The Referrals Committee panel chaired by retired Supreme Court judge Joseph Finnegan got it right when it dismissed the appeal of amateur jockey Aubrey McMahon against a five day ban imposed under 'Non-Trier' rules at Tramore on New Year's Day. After reserving judgement for a week the panel's conclusion ultimately did what Rule 212 required them to do.

They concluded McMahon had not deliberately prevented the Ted Walsh trained Batcio from running on its merits but were not satisfied a reasonable and well informed member of the racing public wouldn't have arrived at the same view as the stewards. In the circumstances such a conclusion is far from contradictory.

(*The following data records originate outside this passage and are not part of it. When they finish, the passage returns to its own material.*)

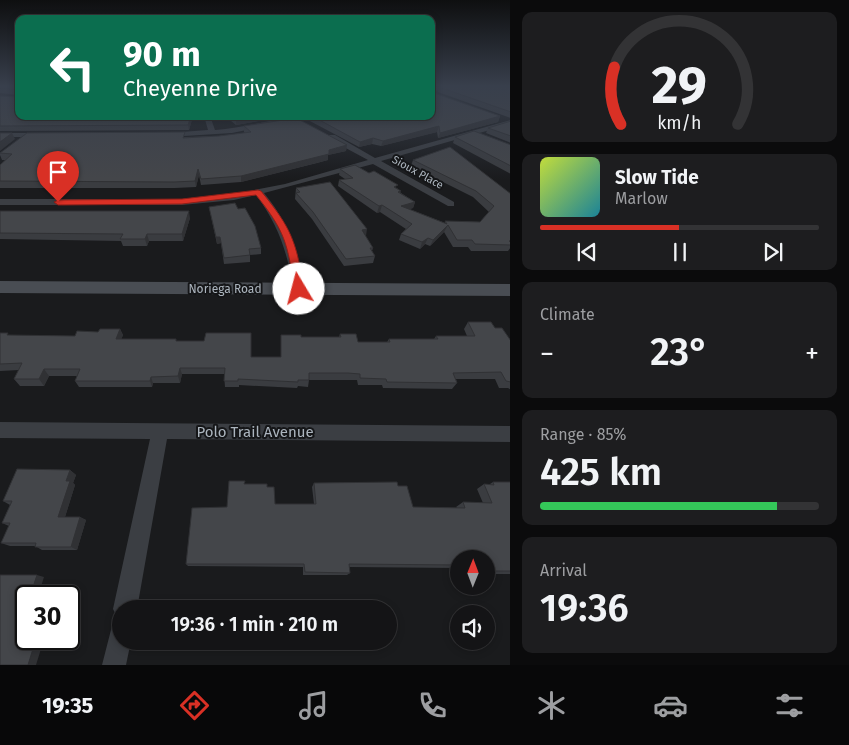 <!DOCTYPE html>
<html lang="en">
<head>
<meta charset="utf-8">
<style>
  :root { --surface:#141416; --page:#1d1d1f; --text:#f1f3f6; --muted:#9d9ea1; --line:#333335; --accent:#d93025 }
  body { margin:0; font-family:"Fira Sans",sans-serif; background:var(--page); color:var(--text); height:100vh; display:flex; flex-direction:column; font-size:19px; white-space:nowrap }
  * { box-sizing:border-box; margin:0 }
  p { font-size:16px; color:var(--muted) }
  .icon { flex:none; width:28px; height:28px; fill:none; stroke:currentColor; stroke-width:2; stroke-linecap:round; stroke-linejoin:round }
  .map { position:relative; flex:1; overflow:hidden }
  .panel { display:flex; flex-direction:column; gap:12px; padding:12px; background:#0b0b0c; width:339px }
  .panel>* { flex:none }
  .hud { position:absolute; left:15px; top:15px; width:420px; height:105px; border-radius:10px; box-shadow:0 2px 8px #0003,0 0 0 1px var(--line); background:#0b6e4f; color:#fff; overflow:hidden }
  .needle { width:32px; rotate:1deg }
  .controls { position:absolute; left:450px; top:550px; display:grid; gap:10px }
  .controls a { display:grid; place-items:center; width:45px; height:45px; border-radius:50%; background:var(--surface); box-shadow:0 2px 8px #0003,0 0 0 1px var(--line); font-size:25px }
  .speed { position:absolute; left:15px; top:585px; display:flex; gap:10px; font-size:25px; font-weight:700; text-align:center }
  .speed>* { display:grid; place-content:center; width:65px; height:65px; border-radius:50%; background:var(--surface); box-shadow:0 2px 8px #0003,0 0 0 1px var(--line); line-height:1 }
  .speed .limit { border:2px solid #111; border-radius:8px; background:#fff; color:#111 }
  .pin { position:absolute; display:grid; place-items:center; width:42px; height:42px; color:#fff; margin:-51px -21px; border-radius:50% 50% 50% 0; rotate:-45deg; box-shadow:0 0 5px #0007 }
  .pin .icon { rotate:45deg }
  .me { position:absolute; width:55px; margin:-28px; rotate:352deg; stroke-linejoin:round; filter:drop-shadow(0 0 4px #0008) }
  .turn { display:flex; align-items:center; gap:18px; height:105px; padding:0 25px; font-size:22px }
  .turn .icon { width:65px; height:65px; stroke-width:2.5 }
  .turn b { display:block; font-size:35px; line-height:42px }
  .big { font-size:38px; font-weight:600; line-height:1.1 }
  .panel .tile { flex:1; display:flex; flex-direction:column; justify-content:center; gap:8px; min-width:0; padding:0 18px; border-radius:10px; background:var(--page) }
  .panel .dial { align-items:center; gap:0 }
  .dial svg { height:130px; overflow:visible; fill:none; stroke:var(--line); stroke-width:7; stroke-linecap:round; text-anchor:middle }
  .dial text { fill:var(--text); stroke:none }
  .song { display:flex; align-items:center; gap:15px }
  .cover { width:60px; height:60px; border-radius:8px; background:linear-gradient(135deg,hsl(70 70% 55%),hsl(190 70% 35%)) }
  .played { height:5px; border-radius:2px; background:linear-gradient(90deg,var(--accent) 50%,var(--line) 50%) }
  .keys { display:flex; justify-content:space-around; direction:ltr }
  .heat { display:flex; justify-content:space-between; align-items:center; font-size:28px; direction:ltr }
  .charge { height:8px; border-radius:4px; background:linear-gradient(90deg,#34c759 85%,var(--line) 0) }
  .trip { position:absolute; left:112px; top:600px; width:285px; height:50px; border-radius:25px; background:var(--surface); box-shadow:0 2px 8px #0003,0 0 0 1px var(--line); font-weight:600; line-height:50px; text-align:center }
  .dock { display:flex; height:80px; justify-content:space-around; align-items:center; background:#080809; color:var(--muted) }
  .dock .icon { width:35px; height:35px }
  .dock .active { color:var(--accent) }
  .dock b { font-size:22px; color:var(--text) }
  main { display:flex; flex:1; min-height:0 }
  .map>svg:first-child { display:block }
</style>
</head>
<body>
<main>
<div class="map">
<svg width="511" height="665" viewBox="0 0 511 665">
  <rect width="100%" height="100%" fill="#1a1b1d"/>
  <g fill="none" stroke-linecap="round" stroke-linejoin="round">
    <path fill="#3b3e43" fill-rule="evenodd" d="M 445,86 L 455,86 L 431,92 L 431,88 Z
      M 204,116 L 210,116 L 215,130 C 248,128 280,116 313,116 L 232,133 L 168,137 L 164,135 L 168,133 L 208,130 Z
      M 511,120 L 511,124 L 381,161 L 454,202 L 454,206 L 448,206 L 373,164 L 264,193 C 288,222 299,252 305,289 L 299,293 L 293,289 C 288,253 278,224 256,195 L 234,200 L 182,205 L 0,205 L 0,199 L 182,199 L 234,194 L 285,184 L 368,160 L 329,139 L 329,135 L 335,135 L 375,158 Z
      M 0,133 L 44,133 L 48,135 L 44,137 L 0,137 Z
      M 0,422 L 511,426 L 511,442 L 167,439 L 137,609 L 121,609 L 121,641 L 131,641 L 126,665 L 102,665 L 113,622 L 120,618 L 117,617 L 113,609 L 150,439 L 0,438 Z"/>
    <path fill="#494d53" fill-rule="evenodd" d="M 0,281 L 511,284 L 511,296 L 0,293 Z"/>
  </g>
  <path fill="#3a3c40" d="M 0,86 L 19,86 L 19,116 L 193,116 L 189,130 L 0,131 L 0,96 L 17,97 L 19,95 L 0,93 Z
    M 511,86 L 511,118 L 438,92 L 439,87 Z
    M 225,116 L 287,116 L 236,125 Z
    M 308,116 L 500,116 L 498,122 L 438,138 L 437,132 L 381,146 L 372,144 L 359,147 L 308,120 Z
    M 511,121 L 511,143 L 486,133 L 488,128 Z
    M 244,126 L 347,145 L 346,151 L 328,155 L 328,160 L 317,163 L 241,182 L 201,185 L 199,175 L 196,187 L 175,188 L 0,188 L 0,165 L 6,160 L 2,160 L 0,155 L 0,153 L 186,137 L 219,136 L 245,133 L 244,132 Z
    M 455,137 L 511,145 L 511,174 L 453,143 Z
    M 413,160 L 511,194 L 511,247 L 508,251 L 471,251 L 468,247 L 453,247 L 444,232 L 430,246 L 425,244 L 420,249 L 399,240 L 401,234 L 406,229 L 380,212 L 377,213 L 338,186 L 339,180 L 345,179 L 339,175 L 340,169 L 397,188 L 401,193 L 415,202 L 413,208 L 409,209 L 445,223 L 445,221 L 480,222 L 489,212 L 473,197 L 411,166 Z
    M 296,188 L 365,236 L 373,248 L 372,251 L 375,256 L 373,263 L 344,266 L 312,219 L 295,199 Z
    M 209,207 L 261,248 L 261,254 L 250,255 L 250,262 L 224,264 L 221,243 L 217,244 Z
    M 0,211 L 190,218 L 183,241 L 149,241 L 147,246 L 123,246 L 121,241 L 0,239 Z
    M 468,322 L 495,328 L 511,341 L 511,390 L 508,388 L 499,388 L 495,379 L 456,379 L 457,383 L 452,389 L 383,388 L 382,385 L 358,385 L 357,380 L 309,380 L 308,387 L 298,386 L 297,388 L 239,385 L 239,387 L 225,387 L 224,374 L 182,374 L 180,383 L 153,383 L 152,387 L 79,387 L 75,381 L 77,376 L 49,376 L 44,386 L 20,386 L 14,379 L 19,370 L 0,371 L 0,333 L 10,336 L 75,336 L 120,329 L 123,335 L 121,339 L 177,341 L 251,357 L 281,357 L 281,335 L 301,337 L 339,337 L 340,334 L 358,342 L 387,342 L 389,339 L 434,339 L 436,336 L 467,336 L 464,329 Z
    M 70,470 L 76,475 L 73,483 L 75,485 L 65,517 L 80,517 L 86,520 L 77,550 L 42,550 L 35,546 L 10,546 L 1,543 L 9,526 L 2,523 L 10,505 L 3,501 Z
    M 493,482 L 511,482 L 511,574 L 486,574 L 486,559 L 459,559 L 459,568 L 349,567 L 350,573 L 347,575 L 303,575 L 303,567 L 188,566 L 186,564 L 244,484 L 267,487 L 275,504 L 314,504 L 312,487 L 314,483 L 398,486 L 413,507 L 457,508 L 456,507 L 463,502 L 483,503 L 477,489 L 484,484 L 490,484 Z"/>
  <path fill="#303134" d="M 191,116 L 193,116 L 189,130 L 188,125 Z
    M 257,116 L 287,116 L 236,125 L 236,120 Z
    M 500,116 L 498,122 L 438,138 L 440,133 Z
    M 439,126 L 437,132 L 381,146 L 383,141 Z
    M 12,133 L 15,139 L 0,151 L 0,142 Z
    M 373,138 L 372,144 L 359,147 L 360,142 Z
    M 347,145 L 346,151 L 328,155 L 328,160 L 241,182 L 241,176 L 329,150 Z
    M 198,169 L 199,175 L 196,187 L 195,181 Z
    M 415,202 L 413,208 L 399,213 L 401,206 Z
    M 382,205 L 380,212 L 377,213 L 379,206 Z
    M 189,211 L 190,218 L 183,241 L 182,234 Z
    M 448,225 L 444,232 L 430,246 L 433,240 Z
    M 367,229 L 366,236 L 362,230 Z
    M 147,234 L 149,241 L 147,246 L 145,239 Z
    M 216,237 L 220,237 L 221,243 L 217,244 Z
    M 428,238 L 425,244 L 420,249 L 422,242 Z
    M 120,329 L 123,335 L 119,346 L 116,339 Z
    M 180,368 L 182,374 L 180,383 L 178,376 Z
    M 44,369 L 49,376 L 44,386 L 39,379 Z
    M 151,377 L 153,383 L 152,387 L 150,381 Z
    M 70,470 L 76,475 L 73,483 L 75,485 L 64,520 L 58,517 L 66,481 Z
    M 80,517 L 86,520 L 77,550 L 71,547 Z
    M 37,575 L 44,577 L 38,596 L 30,596 Z
    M 26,606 L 26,626 L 20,625 Z
    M 36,639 L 44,639 L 36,665 L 28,665 Z"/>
  <path fill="#44464a" stroke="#303134" d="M 0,86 L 19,86 L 19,116 L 191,116 L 188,125 L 0,126 L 0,96 L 17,97 L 19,95 L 18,90 L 0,88 Z
    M 446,86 L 511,86 L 511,112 L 439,87 Z
    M 431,92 L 500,116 L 440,133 L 439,126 L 383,141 L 373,138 L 360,142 L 312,116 L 431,116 Z
    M 232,116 L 257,116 L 236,120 Z
    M 296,118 L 347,145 L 329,150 L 329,154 L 241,176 L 201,179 L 198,169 L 195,181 L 174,182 L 0,181 L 0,165 L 12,154 L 0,153 L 27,133 L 185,132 L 183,138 L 219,136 L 251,132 L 244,126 Z
    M 511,121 L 511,136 L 488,128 Z
    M 474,131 L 511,145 L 511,166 L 455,137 Z
    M 0,133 L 12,133 L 0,142 Z
    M 450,147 L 511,194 L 511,241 L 509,241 L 511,242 L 511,245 L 475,244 L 472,240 L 457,240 L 448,225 L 433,240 L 428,238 L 422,242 L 401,234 L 412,224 L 382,205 L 379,206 L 339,180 L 353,178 L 340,169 L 355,165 L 369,173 L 374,171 L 398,185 L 394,187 L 401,191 L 398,192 L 415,202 L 401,206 L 447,224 L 445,221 L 480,222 L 494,206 L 476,191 L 413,160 Z
    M 330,182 L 367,229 L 362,230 L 373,248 L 370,248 L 375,256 L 346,259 L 313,212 L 296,193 L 300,192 L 296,188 Z
    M 235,203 L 238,209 L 245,208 L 255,226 L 261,248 L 249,249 L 250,255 L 224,258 L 220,237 L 216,237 L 209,207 Z
    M 0,211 L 189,211 L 182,234 L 147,234 L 145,239 L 120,239 L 123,234 L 0,233 Z
    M 468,322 L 491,322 L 495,328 L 502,328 L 511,341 L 511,382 L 506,381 L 501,372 L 453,373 L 457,383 L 387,382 L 386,379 L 360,378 L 360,374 L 348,373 L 309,373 L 309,380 L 298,380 L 298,382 L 238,379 L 238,381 L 224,381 L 225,368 L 180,368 L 178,376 L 151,377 L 150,381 L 75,381 L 80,369 L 44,369 L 39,379 L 14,379 L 22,363 L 0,364 L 0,333 L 8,333 L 7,335 L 75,336 L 77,331 L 98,332 L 100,329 L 120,329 L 116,339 L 176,339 L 176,341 L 204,341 L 206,333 L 251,333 L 251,357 L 281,357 L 281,335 L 301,335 L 301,337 L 341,337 L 340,334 L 356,334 L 358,342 L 390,342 L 389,339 L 438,339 L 436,336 L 475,336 Z
    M 17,469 L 70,470 L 66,481 L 70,481 L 58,517 L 80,517 L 71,547 L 35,547 L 36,543 L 1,543 L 10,523 L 2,523 L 12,501 L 3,501 Z
    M 229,481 L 245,481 L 244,484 L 267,484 L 267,487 L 274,487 L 275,504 L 316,504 L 314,483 L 397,482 L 398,486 L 407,486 L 413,507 L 465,508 L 463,502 L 492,503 L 484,484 L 494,485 L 493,482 L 511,482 L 511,571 L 486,571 L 486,559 L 459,559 L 459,565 L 349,564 L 350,573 L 305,572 L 304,564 L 186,564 L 192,508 L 227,507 Z
    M 0,575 L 37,575 L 30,596 L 26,596 L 26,606 L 20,625 L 26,625 L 26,639 L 36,639 L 28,665 L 0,665 Z"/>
  <linearGradient id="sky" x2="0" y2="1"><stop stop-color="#0e0f10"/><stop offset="0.48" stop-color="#383f4c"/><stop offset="1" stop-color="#383f4c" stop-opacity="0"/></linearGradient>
  <rect width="511" height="179" fill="url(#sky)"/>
  <path fill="#d93025" stroke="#8d1f18" d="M 258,190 L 261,191 C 292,229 296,241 304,289 L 303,292 L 295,292 L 294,289 C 288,244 285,231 256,195 L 182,204 L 58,205 L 54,202 L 58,200 L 182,199 Z"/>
  <g text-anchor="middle" stroke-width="4" stroke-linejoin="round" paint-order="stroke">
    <g font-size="11" fill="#acb5be" stroke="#151618">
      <text transform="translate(418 172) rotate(29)" y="4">Sioux Place</text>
    </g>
    <g font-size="12" fill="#acb5be" stroke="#151618">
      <text x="225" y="293">Noriega Road</text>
    </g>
    <g font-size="15" fill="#acb5be" stroke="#151618">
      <text x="255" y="437">Polo Trail Avenue</text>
    </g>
  </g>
</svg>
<div class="controls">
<a><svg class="needle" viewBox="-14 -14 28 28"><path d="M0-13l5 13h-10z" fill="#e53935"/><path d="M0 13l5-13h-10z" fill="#9d9ea1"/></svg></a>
<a><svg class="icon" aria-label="sound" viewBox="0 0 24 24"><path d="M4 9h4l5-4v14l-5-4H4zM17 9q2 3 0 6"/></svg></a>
</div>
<div class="speed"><div class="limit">30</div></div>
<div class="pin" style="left:58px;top:202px;background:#d93025"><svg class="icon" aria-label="arrive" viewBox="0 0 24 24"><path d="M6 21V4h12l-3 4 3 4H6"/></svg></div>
<svg class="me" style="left:299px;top:289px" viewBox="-20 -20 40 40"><circle r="19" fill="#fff"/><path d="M0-13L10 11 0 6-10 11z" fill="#d93025"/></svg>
<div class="trip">19:36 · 1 min · 210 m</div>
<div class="hud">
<div class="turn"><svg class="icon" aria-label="left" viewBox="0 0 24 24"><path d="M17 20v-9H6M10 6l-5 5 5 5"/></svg><div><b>90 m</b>Cheyenne Drive</div></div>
</div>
</div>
<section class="panel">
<div class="tile dial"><svg viewBox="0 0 100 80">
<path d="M14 69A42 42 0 1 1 86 69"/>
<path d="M14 69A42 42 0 0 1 10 34" stroke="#d93025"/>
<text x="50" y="56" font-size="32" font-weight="700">29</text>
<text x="50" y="72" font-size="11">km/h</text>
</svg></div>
<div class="tile">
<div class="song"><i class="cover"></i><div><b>Slow Tide</b><p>Marlow</p></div></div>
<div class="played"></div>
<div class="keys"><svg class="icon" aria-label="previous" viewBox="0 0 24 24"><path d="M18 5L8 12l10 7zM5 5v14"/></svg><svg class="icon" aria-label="pause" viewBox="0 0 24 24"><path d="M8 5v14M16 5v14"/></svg><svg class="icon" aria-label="next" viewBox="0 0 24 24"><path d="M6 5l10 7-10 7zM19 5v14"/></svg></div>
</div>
<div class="tile"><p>Climate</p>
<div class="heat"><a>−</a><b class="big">23°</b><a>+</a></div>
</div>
<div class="tile"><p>Range · 85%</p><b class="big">425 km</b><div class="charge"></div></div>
<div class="tile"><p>Arrival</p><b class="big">19:36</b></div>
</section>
</main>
<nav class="dock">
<b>19:35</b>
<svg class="icon active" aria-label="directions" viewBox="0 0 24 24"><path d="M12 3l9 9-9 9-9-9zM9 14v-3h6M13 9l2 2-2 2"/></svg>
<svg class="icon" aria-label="music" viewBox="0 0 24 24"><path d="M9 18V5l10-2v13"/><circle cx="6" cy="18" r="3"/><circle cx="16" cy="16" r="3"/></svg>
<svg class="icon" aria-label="phone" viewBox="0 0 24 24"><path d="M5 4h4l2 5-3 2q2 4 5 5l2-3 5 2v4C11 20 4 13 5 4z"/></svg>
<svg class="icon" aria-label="climate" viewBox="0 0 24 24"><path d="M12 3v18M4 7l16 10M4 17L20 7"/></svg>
<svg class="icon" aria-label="car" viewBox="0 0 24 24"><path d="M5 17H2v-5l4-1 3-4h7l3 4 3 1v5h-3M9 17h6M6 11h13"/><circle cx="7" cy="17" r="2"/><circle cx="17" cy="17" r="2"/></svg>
<svg class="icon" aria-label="filters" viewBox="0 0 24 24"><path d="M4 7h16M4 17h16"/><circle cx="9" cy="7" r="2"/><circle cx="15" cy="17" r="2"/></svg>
</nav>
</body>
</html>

A significant and potentially far-reaching element to the appeal was McMahon's attempt to introduce evidence by a chartered accountant as, presumably, representative of just such a reasonable and well-informed member of the racing public. It was no surprise the panel decided not to receive such evidence.

That's because precisely defining what is a reasonable and well informed member of the racing public is all but impossible. The phrase is an unspecific device with a specific purpose to allow officials an avenue into running and riding cases which in the past often descended into near-farcical attempts to prove intent to court-room standard.

Had the appeals panel not ruled as they did, and judged the process as they did, there would have been serious implications for the implementation of running and riding rules overall.

Finally, Barry Geraghty's achievement in passing out Richard Dunwoody on the all-time list of jockeys in Ireland and Britain is a notable milestone. Geraghty's has been one of the great racing careers, indeed one of the great careers in Irish sport. That the rider has managed it while maintaining an appealing public poise often lacking in some of his contemporaries only adds to the tale.

There are those who insist Geraghty's peak is in the past. That's perhaps the inevitable lot for a jump jockey in his fortieth year. His great rival Ruby Walsh gets the same. But the generosity with which Geraghty has paid tribute to Dunwoody testifies to someone whose enthusiasm for the hardest game of all is undimmed. And don't forget Richard Johnson is 42 and on the road longer!